There are detainment cells that detain those awaiting trial. They’re inspected three times a year.
This is where all military personnel are taken after being arrested and are inspected every two to three years by invitation from the military.
Health in prisons
Additionally to the comfort of inmates, health in prisons must also be carefully monitored to ensure that inmates don’t fall ill or become subject to injury while in detention. There are a few health and safety risks managers of prisons need to consider to maintain the general health of the facility.
Minor hazards are to be expected in any industry. This is something that inspectors will identify during their investigations and advise the facility on solving. An example of preventable accidents is:
As with any facility, standard hazards like slips are to be expected. Wet floor surfaces or various contaminants like fats and oils, as well as flooring with different degrees of traction, are all things that will be noted during inspections. Ensuring that there are no continually leaking pipes or spills that staff is leaving in to the pool is important to prevent slips and injury to inmates.
There may be issues within the prison itself that prison inspectors may find that could compromise health in prisons if not addressed quickly. Contamination can be fixed once identified, but some problems may need more work than others.
Water contamination can occur when the facilities in which the water is stored come into contact with inedible substances or harmful bacteria. Water tanks should be inspected every six months to ensure that they aren’t experiencing deterioration that could lead to poor prison health if not addressed quickly. Deterioration is a natural process that occurs as a result of metals in the tank rotting and falling away from years of use.

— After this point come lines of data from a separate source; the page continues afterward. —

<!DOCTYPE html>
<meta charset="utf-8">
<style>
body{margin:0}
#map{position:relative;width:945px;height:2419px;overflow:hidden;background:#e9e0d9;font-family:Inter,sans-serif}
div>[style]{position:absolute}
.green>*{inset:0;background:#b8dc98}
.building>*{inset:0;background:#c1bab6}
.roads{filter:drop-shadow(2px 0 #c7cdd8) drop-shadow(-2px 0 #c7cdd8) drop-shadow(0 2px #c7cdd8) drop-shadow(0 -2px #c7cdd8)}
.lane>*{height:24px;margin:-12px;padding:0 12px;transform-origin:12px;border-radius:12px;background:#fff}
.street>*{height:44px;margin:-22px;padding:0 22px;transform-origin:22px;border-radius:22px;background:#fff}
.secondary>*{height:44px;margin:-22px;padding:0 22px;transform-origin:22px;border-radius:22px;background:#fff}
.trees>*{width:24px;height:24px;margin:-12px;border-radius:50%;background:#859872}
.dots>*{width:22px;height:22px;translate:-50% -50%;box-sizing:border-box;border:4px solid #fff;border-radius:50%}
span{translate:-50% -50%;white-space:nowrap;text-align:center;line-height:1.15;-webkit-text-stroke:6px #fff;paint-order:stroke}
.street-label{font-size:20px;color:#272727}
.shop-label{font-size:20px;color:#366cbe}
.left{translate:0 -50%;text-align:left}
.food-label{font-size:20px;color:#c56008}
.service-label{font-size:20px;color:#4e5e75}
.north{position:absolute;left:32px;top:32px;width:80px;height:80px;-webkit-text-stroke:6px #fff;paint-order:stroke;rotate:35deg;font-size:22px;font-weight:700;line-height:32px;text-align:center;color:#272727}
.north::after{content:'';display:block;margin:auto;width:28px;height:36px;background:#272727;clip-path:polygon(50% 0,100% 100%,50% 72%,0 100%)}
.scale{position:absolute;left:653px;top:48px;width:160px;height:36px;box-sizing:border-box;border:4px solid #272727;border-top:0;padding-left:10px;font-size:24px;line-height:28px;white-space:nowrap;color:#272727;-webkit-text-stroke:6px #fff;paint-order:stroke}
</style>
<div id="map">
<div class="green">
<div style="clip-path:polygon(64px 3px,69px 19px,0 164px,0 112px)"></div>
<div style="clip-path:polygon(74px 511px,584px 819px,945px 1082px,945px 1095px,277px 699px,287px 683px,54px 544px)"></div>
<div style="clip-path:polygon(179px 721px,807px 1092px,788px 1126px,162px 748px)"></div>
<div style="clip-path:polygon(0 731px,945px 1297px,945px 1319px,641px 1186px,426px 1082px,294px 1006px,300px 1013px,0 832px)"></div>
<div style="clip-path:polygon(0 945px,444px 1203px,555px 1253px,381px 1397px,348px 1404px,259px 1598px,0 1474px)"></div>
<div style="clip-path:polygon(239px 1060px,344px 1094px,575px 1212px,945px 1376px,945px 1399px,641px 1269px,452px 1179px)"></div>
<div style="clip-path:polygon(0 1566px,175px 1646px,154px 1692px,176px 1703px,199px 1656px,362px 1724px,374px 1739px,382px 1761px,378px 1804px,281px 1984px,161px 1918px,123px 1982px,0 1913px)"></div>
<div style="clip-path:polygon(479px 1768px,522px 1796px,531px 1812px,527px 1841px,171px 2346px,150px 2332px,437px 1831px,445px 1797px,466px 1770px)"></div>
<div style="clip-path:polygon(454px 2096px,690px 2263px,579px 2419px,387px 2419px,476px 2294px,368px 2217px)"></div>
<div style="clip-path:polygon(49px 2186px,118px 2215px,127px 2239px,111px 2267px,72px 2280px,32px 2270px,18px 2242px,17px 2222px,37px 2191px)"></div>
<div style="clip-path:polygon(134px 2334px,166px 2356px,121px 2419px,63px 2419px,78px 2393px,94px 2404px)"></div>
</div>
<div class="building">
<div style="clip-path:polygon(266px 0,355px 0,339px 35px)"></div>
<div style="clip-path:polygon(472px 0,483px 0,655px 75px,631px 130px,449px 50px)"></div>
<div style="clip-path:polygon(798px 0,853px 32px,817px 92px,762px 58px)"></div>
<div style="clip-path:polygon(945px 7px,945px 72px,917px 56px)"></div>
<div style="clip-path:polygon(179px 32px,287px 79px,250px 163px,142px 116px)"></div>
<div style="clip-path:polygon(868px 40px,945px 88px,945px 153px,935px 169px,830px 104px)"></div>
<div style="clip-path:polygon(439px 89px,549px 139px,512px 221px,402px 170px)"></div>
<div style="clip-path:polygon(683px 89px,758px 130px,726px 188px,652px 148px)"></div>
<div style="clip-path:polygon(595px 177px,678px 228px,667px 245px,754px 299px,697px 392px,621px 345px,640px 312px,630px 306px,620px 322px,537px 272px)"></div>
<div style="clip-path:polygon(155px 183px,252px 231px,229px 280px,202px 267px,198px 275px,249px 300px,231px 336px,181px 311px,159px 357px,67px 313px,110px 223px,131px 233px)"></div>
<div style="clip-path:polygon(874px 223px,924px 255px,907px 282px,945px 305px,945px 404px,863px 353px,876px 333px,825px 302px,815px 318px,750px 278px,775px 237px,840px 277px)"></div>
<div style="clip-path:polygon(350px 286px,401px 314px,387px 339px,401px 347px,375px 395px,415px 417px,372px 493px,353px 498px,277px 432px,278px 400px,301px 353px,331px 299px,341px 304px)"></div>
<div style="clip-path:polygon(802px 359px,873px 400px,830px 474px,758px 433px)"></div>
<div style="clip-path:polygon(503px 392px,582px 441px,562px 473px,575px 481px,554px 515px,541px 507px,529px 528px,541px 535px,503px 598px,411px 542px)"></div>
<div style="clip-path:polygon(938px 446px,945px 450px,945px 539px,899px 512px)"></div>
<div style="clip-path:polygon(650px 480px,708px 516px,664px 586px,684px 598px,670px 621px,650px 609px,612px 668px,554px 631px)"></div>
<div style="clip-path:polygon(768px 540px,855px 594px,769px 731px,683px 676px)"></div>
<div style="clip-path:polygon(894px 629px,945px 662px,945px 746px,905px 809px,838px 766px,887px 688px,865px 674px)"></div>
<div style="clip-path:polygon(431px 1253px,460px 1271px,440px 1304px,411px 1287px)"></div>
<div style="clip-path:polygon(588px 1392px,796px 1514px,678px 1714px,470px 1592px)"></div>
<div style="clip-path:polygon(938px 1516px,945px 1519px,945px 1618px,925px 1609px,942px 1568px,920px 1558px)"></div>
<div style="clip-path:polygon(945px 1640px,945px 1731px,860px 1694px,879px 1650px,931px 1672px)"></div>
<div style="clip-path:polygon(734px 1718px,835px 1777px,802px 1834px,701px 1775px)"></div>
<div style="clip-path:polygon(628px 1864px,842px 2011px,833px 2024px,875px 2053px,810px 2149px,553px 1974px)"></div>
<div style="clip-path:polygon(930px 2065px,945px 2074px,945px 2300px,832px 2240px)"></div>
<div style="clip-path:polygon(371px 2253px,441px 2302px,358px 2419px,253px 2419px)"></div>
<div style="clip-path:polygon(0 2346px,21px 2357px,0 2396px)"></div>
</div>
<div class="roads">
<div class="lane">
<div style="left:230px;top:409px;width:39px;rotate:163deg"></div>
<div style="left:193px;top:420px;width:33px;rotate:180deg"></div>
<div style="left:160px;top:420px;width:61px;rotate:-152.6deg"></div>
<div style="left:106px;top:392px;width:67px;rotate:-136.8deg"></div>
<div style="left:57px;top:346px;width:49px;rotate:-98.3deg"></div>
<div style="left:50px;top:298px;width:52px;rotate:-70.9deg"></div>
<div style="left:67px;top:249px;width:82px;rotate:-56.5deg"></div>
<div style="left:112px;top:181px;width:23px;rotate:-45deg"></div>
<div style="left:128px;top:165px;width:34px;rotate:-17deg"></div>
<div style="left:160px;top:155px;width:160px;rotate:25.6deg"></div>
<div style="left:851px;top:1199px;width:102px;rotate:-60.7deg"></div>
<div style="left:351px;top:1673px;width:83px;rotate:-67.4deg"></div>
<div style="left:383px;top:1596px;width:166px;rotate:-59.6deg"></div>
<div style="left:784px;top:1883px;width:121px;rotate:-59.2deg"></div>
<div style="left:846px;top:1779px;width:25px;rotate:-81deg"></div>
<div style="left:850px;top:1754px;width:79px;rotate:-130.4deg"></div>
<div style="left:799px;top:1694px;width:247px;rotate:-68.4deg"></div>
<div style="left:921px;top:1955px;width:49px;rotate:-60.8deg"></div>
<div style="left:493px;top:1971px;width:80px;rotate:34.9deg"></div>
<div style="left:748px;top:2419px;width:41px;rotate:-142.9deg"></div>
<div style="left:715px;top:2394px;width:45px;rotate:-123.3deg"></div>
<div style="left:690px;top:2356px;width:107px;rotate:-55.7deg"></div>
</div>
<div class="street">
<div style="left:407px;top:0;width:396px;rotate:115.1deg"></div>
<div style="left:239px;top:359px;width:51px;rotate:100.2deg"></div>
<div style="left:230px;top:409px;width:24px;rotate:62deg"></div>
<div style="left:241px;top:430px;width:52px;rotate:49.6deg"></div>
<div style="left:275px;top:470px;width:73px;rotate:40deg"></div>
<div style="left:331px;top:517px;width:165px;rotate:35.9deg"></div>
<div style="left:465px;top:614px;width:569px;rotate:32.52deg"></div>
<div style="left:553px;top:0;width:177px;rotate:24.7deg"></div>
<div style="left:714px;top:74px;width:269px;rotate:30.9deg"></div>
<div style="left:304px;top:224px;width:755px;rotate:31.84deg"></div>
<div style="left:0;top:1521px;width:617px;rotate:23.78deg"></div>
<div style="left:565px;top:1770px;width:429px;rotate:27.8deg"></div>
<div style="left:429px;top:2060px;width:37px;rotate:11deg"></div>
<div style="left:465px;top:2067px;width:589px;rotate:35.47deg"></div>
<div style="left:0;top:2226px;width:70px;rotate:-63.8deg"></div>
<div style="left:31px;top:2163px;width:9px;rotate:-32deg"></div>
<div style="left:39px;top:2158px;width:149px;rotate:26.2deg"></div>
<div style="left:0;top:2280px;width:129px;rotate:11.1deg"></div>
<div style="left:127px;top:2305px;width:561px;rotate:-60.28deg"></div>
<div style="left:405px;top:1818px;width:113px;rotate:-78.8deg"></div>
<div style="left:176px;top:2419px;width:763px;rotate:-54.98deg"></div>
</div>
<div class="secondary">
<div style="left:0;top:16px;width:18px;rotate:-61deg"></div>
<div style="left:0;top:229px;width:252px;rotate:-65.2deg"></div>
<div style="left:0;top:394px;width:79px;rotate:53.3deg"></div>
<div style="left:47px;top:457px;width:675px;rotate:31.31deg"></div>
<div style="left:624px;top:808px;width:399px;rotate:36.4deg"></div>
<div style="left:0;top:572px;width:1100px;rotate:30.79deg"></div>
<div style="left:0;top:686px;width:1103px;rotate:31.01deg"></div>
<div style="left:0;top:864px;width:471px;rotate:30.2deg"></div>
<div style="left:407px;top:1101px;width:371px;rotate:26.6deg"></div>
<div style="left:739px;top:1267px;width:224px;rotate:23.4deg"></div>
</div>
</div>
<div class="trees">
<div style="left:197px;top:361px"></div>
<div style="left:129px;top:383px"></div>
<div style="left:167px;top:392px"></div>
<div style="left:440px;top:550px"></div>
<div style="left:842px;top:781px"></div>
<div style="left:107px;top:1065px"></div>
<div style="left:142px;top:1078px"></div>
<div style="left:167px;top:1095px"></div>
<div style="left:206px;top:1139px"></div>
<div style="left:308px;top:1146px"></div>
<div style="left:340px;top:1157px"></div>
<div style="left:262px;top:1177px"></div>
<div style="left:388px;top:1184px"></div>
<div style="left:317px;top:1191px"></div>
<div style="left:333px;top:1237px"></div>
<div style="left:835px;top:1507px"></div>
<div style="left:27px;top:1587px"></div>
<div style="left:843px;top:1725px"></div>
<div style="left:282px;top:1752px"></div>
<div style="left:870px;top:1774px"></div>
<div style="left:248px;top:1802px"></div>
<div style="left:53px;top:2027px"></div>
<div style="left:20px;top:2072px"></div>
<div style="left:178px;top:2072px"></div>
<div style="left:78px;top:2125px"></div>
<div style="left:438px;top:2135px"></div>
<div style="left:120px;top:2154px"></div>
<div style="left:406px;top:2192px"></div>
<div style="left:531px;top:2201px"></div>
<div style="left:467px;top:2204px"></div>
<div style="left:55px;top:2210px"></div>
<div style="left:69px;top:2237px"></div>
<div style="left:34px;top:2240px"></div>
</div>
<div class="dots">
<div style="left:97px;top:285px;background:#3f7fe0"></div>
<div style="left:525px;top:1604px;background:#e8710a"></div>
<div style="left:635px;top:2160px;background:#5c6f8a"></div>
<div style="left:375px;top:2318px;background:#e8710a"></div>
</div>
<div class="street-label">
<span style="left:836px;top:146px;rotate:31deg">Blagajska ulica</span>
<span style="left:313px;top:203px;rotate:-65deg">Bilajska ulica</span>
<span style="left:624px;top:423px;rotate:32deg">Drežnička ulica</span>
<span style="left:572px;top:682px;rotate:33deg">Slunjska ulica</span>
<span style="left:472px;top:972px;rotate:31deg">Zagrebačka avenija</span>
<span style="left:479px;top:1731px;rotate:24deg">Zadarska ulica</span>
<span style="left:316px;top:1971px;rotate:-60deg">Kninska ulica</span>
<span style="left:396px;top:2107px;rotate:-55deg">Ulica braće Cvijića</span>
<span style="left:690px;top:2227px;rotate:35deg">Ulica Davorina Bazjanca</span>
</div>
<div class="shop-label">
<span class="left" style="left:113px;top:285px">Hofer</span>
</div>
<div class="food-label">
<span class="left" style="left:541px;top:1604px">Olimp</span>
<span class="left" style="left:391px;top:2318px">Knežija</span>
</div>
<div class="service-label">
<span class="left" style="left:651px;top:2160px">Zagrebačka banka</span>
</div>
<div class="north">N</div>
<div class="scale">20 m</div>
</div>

Deterioration can lead to sediment build-up. Although this doesn’t directly affect human health when ingested, it can clog up the tank and prevent it from working properly. If sediment is allowed to develop for years, it will harden and possibly cause a split in the water tank. Splits can allow bacteria to enter the tank and form algae if left untreated. This is a risk to prison health. This is why it is so important for inspectors to check for contamination.
What are the benefits of prison inspections
Essentially, prison inspections are integral in maintaining prison health and ensuring that inmates are being treated fairly and humanely.